(Saved entries)
○ ○ ○ ○ ○ ○ ○
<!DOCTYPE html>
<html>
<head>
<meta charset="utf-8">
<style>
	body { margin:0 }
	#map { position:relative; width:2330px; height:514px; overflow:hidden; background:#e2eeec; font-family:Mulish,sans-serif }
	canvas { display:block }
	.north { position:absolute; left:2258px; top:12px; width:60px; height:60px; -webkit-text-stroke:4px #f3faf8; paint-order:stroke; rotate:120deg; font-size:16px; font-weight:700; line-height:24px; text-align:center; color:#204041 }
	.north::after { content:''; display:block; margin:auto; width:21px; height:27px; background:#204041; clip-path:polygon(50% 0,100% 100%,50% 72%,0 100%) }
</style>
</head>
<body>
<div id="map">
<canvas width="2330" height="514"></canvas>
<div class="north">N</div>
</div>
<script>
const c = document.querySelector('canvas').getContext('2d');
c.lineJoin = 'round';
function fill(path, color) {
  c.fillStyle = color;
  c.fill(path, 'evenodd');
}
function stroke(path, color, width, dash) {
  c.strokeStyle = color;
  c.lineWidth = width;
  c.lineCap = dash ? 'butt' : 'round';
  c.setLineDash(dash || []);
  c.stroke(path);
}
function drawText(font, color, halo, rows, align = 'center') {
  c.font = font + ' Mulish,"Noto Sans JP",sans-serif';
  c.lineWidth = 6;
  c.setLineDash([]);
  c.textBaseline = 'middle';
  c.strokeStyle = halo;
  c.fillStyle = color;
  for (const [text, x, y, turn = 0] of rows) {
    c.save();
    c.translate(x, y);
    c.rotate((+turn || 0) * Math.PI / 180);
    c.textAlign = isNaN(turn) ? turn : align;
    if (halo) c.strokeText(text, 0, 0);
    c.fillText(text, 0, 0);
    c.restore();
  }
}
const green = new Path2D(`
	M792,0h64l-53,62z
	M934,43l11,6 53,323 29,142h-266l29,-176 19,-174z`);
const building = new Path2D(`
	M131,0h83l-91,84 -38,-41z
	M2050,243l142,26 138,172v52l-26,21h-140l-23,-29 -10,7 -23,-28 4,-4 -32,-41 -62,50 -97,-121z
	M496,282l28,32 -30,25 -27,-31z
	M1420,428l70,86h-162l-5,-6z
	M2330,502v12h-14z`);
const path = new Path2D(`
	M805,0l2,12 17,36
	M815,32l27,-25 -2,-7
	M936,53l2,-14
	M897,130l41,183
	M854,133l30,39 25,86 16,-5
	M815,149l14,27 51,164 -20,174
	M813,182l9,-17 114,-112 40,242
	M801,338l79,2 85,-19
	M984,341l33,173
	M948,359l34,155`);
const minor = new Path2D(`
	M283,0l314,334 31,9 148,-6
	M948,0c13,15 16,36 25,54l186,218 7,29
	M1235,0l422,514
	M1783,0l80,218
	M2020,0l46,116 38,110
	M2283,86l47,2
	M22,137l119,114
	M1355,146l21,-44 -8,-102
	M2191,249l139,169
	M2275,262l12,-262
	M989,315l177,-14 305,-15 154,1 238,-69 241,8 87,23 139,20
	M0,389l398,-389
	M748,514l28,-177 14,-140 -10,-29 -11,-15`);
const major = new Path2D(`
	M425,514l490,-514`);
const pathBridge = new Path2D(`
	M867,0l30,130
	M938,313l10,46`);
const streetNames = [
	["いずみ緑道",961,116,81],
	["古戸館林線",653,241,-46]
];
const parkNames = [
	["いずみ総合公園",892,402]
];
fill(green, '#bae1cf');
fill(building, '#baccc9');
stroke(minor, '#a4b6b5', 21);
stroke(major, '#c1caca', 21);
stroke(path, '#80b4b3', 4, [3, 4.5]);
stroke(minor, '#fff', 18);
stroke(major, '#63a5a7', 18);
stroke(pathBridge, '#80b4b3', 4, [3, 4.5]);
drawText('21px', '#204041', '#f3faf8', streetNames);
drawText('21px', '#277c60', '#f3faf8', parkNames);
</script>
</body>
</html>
○ ○ ○ ○ ○ ○ ○
- _Required action_: Filter the lines above, keeping and copying those that contain "rotate".

- _Result_:
	.north { position:absolute; left:2258px; top:12px; width:60px; height:60px; -webkit-text-stroke:4px #f3faf8; paint-order:stroke; rotate:120deg; font-size:16px; font-weight:700; line-height:24px; text-align:center; color:#204041 }
    c.rotate((+turn || 0) * Math.PI / 180);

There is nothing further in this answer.